According to the US Government Accounting Office (GAO), that’s because small companies are more likely to provide workplace health coverage via an insurance policy while larger firms are more apt to self-insure. Because current laws leave it up to the states to regulate insurance, the most telling thing about a small-business health plan may well be the state in which the company providing it is located, said GAO researchers in Small Business Health Coverage Requirements.
“Substantial variation exists across states in the extent to which they impose requirements on health insurance, such as mandating coverage of certain benefits or placing limits on premiums,” the GAO report declared. Government researchers reached the conclusion after an in-depth study of state-by-state health insurance requirements requested by members of Congress who are considering whether to allow firms to band together to collectively offer Association Health Plans (AHP) that would be freed from some current state insurance mandates, but would come under potential new federal requirements (See House Panel Oks Association Health Plan Bill ).
The GAO report pointed out that there is currently no federal requirement that employers offer any level of health coverage, but does include dictates for those firms choosing to offer such a benefit. For example, firms whose policies cover mastectomy operations, must also pay for related reconstructive surgery and other mastectomy benefits.

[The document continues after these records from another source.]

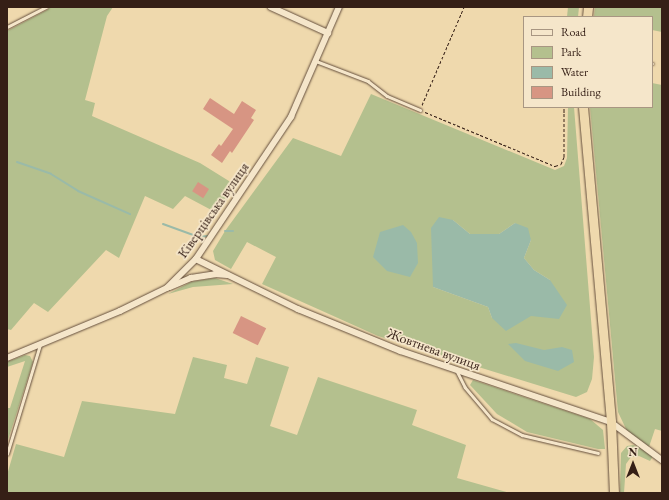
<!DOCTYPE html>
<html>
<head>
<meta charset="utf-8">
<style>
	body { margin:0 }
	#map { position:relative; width:669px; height:500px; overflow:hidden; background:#efd9ad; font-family:"EB Garamond",serif }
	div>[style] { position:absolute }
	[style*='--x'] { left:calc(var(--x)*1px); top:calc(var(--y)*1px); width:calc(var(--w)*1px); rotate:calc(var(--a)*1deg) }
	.green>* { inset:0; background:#b4c08e }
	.water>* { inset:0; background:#9abaa8 }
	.stream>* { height:2px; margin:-1px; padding:0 1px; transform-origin:1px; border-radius:1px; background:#9abaa8 }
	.building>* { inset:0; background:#d79583; transform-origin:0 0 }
	.path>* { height:1px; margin-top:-0.5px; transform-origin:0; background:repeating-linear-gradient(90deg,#351f16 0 3px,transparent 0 5px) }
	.roads { filter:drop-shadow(0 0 1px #644e3c) drop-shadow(0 0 1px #644e3c) }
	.service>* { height:2.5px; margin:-1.25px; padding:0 1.25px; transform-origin:1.25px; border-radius:1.25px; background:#f5e6ca }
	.minor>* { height:5.5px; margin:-2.75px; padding:0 2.75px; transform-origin:2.75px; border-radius:2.75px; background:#f5e6ca }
	.trunk>* { height:9px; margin:-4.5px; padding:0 4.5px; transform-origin:4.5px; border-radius:4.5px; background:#efd9ad }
	span { translate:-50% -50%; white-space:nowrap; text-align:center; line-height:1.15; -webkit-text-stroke:3.5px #f5e6ca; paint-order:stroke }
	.street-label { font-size:14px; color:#351f16 }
	.frame { position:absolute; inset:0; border:8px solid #351f16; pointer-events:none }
	.legend { position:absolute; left:523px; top:16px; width:130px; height:92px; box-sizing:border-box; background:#f5e6ca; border:1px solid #a89682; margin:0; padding:5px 7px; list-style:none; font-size:12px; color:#351f16 }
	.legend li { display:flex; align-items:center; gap:8px; height:20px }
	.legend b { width:20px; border:1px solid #a89682 }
	.north { position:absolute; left:613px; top:444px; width:40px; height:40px; -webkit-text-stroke:3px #f5e6ca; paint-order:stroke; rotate:0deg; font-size:11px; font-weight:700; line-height:16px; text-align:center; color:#351f16 }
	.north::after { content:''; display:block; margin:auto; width:14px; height:18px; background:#351f16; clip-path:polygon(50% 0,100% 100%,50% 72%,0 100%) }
</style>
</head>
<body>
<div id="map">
	<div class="green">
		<div style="clip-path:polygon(50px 7px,113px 7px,107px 16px,85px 100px,95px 103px,92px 116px,200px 163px,237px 186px,217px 213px,185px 196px,173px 209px,145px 196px,119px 258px,106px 250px,48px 312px,34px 303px,11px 330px,7px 329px,7px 31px,47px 10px)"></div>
		<div style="clip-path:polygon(568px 7px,579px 7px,578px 17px,567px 17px)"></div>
		<div style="clip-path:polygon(595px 7px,662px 7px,662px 32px,652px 30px,652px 17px,594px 17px)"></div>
		<div style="clip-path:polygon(652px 83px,662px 85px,662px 431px,655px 429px,649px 447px,627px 431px,618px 412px,590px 107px,652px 107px)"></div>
		<div style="clip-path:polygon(evenodd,371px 94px,555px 170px,564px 166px,567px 158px,568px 107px,574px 107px,594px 357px,592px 379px,587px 392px,576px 397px,378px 336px,262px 284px,276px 257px,247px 242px,231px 269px,215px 260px,213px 251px,225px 231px,293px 138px,341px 156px,371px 94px,453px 220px,470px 234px,499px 234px,515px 223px,531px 240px,524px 258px,534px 270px,550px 280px,492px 318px,488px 307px,433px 287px,453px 220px)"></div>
		<div style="clip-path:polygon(215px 278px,233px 284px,193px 287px,168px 294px,191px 282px)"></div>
		<div style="clip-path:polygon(25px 355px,30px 356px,33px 362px,7px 443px,7px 408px,10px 408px,25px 361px,7px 367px,7px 362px)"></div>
		<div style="clip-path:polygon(193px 357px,227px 365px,224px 378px,247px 384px,256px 357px,289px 367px,270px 426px,297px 435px,318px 377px,417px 410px,412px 425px,466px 445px,457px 478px,510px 493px,7px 492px,7px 475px,16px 444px,64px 457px,82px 401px,175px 414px)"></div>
		<div style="clip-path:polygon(473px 380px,590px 419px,603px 430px,605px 449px,598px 449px,527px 432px,497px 414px,470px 385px)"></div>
		<div style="clip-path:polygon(633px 445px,640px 447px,653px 456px,650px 461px,639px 456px,631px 457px,626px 464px,624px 493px,620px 493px,621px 453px,627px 446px)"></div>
	</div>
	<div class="water">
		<div style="clip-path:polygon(439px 217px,453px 220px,470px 234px,499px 234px,515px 223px,528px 228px,531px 240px,524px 258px,534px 270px,550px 280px,567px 305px,559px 319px,531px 316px,506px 331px,492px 318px,488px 307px,433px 287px,431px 228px)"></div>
		<div style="clip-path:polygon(403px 225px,411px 232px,417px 243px,418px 263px,410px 277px,387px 271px,373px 257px,380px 232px)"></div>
		<div style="clip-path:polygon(516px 343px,544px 350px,562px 347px,572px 350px,574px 362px,558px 371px,525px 361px,508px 344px)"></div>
	</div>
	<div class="stream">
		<div style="--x:17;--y:162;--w:36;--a:19"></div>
		<div style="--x:51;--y:174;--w:32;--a:32"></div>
		<div style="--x:78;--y:191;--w:57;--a:23.9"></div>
		<div style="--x:163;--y:224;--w:38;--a:20"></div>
		<div style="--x:199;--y:237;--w:8;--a:-7"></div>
		<div style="--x:225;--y:231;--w:8;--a:0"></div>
	</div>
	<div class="building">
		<div style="clip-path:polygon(210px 98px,234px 114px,242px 101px,256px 110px,251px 118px,254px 120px,232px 153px,230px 151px,222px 163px,211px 155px,219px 144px,221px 146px,233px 129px,203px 109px)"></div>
		<div style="left:198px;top:182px;width:13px;height:11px;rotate:32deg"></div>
		<div style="left:241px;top:316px;width:28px;height:19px;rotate:26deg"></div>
	</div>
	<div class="path">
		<div style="--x:422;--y:105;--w:107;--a:-66.8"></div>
		<div style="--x:425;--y:112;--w:141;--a:22.6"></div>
		<div style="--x:555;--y:166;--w:6;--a:-18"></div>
		<div style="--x:561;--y:164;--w:8;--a:-67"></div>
		<div style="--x:564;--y:157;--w:50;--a:-90"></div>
	</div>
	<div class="roads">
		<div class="service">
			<div style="--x:7;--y:27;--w:44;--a:-27.1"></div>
			<div style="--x:316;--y:61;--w:56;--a:21"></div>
			<div style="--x:368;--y:81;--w:24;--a:38"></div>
			<div style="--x:387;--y:96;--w:36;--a:23"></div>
			<div style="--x:652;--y:64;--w:1;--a:0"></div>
			<div style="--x:457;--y:371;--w:18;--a:63"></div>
			<div style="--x:465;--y:387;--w:42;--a:49.8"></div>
			<div style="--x:492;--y:419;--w:34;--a:28"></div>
			<div style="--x:522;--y:435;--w:78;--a:13.3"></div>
			<div style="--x:7;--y:454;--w:114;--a:-73.2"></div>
		</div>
		<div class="minor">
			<div style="--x:271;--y:7;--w:63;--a:24.5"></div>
			<div style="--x:196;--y:259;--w:114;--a:26.1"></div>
			<div style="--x:298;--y:309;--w:111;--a:22.2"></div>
			<div style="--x:401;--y:351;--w:222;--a:18.7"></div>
			<div style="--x:611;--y:422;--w:64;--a:36.7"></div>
			<div style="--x:170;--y:287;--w:23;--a:-23"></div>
			<div style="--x:191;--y:278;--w:24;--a:-9"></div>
			<div style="--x:215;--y:274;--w:12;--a:5"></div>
			<div style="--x:7;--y:358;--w:122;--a:-22.6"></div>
			<div style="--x:120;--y:311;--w:52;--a:-26.1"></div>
			<div style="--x:167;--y:288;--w:41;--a:-45"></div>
			<div style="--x:196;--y:259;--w:171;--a:-56.2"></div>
			<div style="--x:291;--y:117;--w:120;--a:-66.4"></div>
		</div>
		<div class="trunk">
			<div style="--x:587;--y:17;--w:10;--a:-84"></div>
			<div style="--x:583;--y:107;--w:316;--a:84.9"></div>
			<div style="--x:611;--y:422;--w:71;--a:87.6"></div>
		</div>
	</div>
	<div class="street-label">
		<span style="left:213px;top:210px;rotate:-55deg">Ківерцівська вулиця</span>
		<span style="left:434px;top:349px;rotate:20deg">Жовтнева вулиця</span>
	</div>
	<div class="frame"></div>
	<ul class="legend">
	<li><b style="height:5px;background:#f5e6ca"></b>Road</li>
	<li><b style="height:11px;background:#b4c08e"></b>Park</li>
	<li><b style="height:11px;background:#9abaa8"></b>Water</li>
	<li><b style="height:11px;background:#d79583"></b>Building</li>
	</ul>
	<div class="north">N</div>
</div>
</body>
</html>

Number of State Mandates Varies
Researchers found that states, likewise, mandate certain coverage, but that those requirements were different around the country. A Blue Cross/Blue Shield 2002 study cited by the GAO found that the total number of coverage mandates varied from less than 10 in five states to more than 30 in seven states. The two most common – required in 43 states – were mammography screening and diabetic supplies.
In eight states where the GAO reviewed requirements for the small-group market, four states mandated mental-health coverage but differed widely in the extent of the coverage required.
The GAO also examined mandates relating to health coverage premiums. While federal law requires that premiums cannot vary among workers in the same employee category on the basis of health-status related characteristics, states also had premium requirements. But, once again, researchers found a wide variety in the extent of the permissible differences between workers as well as in how those premiums could be set. The GAO pointed out that New York State firms with older, sicker workers would pay the same premium as those with a younger, healthier workforce while a Texas employer attempting to cover higher-risk workers could be charged almost four times as much as counterpart with healthier employees.
Other GAO findings included:
- Most 43 states had laws in 2002 establishing independent external review of denied claims, but there were wide differences in the appeals eligible for review, access to the review process, the independence of the reviewer and the time allowed for the appeal to be completed.
- States generally required that insurers maintain enough funds to cover unexpected losses and to invest conservatively to make sure they could pay policyholders’ claims.